* **WHAT THE TASK REQUIRES**: Check each line of the entries below for the word "position", and copy the lines that have it.
RECORDS FOR THE TASK below:
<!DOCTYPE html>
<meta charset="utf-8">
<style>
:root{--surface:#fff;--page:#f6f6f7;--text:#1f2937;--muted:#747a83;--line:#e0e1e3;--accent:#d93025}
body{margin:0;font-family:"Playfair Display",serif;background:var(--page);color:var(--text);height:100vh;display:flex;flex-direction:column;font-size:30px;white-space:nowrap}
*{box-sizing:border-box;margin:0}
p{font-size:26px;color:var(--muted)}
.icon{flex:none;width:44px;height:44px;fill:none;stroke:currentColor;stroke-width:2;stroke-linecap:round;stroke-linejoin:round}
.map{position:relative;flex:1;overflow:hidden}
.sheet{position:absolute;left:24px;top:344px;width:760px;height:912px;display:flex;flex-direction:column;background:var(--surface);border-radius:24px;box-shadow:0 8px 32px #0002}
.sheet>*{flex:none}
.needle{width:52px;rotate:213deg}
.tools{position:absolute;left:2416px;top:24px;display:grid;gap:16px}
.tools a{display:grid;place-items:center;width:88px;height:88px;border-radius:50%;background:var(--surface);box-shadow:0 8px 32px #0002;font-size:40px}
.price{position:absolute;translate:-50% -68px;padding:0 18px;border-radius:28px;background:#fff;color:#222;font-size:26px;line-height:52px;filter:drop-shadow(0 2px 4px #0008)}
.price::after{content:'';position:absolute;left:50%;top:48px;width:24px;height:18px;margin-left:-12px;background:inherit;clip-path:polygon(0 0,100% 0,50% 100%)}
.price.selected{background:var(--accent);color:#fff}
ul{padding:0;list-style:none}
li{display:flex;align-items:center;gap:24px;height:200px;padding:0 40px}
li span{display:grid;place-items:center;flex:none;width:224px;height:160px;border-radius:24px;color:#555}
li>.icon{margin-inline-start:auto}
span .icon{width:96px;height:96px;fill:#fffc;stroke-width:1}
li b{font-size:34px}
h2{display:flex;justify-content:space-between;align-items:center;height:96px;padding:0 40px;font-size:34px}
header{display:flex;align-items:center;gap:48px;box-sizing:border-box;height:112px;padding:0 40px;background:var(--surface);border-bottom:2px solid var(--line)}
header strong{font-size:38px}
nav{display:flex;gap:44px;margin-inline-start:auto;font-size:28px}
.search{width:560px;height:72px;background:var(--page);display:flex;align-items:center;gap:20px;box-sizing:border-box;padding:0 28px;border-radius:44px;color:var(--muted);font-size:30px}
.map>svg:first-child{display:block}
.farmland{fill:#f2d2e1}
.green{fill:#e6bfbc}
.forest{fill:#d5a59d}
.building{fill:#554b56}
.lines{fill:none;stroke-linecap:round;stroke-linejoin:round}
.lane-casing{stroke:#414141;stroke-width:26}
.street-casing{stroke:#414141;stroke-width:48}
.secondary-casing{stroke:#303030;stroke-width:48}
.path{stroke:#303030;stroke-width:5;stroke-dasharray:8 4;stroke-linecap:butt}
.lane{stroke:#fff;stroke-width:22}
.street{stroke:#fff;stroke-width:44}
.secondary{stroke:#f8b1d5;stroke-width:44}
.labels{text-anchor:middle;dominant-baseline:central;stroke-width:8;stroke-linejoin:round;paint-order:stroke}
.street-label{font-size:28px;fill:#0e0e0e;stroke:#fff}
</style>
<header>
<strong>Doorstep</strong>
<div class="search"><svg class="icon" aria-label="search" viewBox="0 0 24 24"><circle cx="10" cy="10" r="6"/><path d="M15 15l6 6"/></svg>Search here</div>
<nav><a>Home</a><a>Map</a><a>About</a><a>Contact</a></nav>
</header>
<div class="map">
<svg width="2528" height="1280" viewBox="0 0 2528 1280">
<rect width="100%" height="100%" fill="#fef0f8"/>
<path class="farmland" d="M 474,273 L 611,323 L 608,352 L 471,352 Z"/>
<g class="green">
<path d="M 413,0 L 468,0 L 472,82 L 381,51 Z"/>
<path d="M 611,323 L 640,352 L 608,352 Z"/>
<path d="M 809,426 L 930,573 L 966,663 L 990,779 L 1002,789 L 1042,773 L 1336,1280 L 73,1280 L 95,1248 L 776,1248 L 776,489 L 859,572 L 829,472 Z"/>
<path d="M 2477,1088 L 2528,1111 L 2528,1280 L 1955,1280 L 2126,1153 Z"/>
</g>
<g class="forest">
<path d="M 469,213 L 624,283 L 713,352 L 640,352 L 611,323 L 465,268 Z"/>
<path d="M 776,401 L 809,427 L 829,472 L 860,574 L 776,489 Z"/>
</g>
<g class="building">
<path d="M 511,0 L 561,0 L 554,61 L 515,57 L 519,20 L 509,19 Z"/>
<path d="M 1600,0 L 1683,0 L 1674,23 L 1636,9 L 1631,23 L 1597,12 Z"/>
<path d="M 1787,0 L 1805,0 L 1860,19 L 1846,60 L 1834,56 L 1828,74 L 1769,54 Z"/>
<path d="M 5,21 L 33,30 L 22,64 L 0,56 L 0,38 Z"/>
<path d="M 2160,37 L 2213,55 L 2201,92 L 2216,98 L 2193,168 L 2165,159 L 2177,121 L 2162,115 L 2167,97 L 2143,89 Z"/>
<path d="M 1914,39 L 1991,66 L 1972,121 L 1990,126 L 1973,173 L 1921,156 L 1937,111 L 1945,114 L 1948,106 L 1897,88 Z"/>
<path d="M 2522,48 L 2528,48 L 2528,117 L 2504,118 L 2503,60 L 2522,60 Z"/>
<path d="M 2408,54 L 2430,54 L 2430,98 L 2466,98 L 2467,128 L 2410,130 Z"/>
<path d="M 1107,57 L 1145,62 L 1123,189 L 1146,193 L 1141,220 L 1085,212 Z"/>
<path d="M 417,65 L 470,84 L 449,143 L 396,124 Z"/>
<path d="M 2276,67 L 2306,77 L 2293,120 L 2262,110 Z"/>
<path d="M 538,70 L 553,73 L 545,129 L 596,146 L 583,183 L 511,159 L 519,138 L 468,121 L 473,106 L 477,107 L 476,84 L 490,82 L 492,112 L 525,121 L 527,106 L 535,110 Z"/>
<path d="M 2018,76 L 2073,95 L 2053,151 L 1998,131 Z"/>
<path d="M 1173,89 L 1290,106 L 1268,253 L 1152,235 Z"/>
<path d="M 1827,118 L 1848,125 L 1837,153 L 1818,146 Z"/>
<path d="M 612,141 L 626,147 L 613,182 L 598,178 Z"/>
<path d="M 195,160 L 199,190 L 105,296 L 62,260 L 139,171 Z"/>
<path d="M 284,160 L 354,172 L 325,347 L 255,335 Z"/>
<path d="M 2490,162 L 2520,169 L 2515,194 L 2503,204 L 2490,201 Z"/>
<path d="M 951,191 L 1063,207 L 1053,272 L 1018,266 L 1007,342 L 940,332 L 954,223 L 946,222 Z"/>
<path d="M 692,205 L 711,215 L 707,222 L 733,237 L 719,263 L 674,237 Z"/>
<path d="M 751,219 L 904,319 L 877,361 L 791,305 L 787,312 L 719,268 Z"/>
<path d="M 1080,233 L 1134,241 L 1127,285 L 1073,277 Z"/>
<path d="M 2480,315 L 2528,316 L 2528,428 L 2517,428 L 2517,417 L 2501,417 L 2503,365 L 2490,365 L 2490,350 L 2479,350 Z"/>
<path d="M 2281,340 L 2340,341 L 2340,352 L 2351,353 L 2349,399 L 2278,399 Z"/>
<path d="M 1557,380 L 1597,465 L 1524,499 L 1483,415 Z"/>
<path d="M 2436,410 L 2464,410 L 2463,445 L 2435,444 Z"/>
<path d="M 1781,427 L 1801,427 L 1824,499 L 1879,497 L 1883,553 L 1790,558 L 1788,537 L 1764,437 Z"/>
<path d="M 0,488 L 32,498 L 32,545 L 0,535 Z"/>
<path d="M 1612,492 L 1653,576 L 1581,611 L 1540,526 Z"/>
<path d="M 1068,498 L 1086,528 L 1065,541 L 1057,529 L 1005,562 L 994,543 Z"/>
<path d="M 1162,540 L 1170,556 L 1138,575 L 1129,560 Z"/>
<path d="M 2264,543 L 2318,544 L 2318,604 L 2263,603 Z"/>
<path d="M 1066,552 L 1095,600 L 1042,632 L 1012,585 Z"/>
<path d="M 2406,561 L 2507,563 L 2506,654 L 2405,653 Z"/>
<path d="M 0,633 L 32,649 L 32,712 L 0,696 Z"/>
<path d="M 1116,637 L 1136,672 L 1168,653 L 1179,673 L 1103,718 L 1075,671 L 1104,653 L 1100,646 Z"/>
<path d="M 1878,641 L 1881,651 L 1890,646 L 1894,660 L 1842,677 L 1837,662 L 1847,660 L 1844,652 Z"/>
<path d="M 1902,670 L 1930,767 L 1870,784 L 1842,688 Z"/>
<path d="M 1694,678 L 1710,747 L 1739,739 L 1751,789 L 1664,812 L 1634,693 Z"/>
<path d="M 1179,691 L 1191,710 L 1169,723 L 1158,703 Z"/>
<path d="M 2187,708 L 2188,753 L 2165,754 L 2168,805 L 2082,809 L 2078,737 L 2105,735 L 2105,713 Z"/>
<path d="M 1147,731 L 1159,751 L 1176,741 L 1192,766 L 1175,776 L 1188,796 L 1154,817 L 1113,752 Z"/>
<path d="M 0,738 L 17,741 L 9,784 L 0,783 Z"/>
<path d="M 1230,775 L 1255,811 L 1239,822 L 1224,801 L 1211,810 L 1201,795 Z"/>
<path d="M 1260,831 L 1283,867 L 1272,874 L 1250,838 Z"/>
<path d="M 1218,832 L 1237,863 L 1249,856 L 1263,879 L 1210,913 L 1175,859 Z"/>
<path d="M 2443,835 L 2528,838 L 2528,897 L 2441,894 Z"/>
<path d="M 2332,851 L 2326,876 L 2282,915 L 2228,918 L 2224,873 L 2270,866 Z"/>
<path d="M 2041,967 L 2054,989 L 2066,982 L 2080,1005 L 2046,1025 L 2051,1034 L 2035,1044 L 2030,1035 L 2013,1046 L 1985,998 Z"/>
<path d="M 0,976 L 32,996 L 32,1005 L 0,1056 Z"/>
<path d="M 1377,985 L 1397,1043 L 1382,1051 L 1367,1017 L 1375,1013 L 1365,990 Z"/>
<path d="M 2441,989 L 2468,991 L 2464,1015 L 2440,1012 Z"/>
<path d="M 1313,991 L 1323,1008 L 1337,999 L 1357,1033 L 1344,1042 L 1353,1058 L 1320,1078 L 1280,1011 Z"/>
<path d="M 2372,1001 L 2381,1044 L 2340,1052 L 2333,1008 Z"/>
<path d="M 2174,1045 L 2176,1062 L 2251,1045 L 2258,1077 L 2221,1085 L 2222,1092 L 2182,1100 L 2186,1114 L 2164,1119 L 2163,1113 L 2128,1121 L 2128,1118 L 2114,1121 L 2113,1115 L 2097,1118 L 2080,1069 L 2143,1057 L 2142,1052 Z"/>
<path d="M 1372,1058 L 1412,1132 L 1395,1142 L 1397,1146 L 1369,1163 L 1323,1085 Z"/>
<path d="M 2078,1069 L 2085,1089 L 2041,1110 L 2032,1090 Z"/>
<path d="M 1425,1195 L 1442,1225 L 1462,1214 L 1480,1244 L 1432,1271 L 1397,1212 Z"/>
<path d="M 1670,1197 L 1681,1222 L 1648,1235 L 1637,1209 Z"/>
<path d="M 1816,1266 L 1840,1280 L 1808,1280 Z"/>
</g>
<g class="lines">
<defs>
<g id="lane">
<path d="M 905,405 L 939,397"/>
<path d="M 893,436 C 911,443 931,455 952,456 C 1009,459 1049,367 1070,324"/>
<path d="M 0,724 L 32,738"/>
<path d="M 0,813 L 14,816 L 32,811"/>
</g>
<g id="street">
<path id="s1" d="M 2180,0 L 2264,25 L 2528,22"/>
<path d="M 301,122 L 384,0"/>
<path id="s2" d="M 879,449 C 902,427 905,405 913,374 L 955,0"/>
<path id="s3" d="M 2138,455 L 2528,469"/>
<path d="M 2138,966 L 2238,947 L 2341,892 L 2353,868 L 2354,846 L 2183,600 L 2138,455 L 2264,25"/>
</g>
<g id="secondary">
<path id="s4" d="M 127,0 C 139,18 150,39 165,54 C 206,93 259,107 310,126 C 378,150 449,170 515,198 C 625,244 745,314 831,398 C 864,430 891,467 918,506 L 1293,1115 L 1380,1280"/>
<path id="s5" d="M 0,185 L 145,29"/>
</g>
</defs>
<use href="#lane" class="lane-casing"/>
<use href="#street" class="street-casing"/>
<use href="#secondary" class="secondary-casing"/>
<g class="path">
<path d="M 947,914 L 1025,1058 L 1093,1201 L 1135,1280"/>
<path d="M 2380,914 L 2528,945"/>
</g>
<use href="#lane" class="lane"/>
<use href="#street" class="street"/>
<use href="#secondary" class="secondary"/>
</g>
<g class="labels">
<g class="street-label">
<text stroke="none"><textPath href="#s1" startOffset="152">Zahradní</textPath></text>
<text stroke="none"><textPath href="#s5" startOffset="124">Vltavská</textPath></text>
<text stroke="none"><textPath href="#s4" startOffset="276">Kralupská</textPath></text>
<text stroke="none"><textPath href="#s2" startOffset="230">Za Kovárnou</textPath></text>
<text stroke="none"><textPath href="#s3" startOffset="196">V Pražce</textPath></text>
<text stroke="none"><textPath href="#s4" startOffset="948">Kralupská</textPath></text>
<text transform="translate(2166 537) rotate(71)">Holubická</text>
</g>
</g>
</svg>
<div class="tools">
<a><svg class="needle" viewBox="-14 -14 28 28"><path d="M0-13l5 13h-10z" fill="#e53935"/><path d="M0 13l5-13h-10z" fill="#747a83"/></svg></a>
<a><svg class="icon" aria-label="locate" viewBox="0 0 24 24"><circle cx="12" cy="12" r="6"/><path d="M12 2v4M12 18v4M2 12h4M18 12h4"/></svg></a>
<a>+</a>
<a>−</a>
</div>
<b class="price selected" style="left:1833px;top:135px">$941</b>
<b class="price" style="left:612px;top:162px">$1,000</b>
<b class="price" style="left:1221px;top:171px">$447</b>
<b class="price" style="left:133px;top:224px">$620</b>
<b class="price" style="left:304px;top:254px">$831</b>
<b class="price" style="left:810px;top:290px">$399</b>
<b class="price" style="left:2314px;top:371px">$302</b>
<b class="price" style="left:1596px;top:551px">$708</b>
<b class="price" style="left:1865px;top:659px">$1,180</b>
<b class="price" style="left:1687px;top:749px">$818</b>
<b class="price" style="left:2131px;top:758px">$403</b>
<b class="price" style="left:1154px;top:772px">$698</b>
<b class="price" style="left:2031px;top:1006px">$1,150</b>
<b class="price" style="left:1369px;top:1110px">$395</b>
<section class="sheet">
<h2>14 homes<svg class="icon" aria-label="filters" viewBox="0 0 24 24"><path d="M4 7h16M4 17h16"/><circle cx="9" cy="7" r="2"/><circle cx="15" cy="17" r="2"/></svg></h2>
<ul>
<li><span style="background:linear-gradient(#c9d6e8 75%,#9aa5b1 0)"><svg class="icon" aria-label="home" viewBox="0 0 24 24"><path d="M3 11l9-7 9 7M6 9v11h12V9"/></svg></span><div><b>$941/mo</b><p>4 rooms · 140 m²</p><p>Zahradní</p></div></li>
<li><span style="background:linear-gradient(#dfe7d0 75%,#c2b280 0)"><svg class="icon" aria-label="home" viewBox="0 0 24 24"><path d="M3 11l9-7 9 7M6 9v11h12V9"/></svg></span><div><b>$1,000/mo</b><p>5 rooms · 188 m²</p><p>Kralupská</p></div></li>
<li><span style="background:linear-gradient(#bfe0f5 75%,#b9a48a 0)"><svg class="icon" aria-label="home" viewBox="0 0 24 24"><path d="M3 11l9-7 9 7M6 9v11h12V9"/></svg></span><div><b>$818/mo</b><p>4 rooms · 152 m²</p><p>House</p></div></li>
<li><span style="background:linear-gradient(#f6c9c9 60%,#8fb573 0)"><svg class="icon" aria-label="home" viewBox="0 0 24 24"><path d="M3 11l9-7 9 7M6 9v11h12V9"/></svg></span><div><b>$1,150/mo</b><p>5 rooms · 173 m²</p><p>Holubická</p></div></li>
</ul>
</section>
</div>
End of RECORDS FOR THE TASK.
* **EXPECTED ANSWER**:
.map{position:relative;flex:1;overflow:hidden}
.sheet{position:absolute;left:24px;top:344px;width:760px;height:912px;display:flex;flex-direction:column;background:var(--surface);border-radius:24px;box-shadow:0 8px 32px #0002}
.tools{position:absolute;left:2416px;top:24px;display:grid;gap:16px}
.price{position:absolute;translate:-50% -68px;padding:0 18px;border-radius:28px;background:#fff;color:#222;font-size:26px;line-height:52px;filter:drop-shadow(0 2px 4px #0008)}
.price::after{content:'';position:absolute;left:50%;top:48px;width:24px;height:18px;margin-left:-12px;background:inherit;clip-path:polygon(0 0,100% 0,50% 100%)}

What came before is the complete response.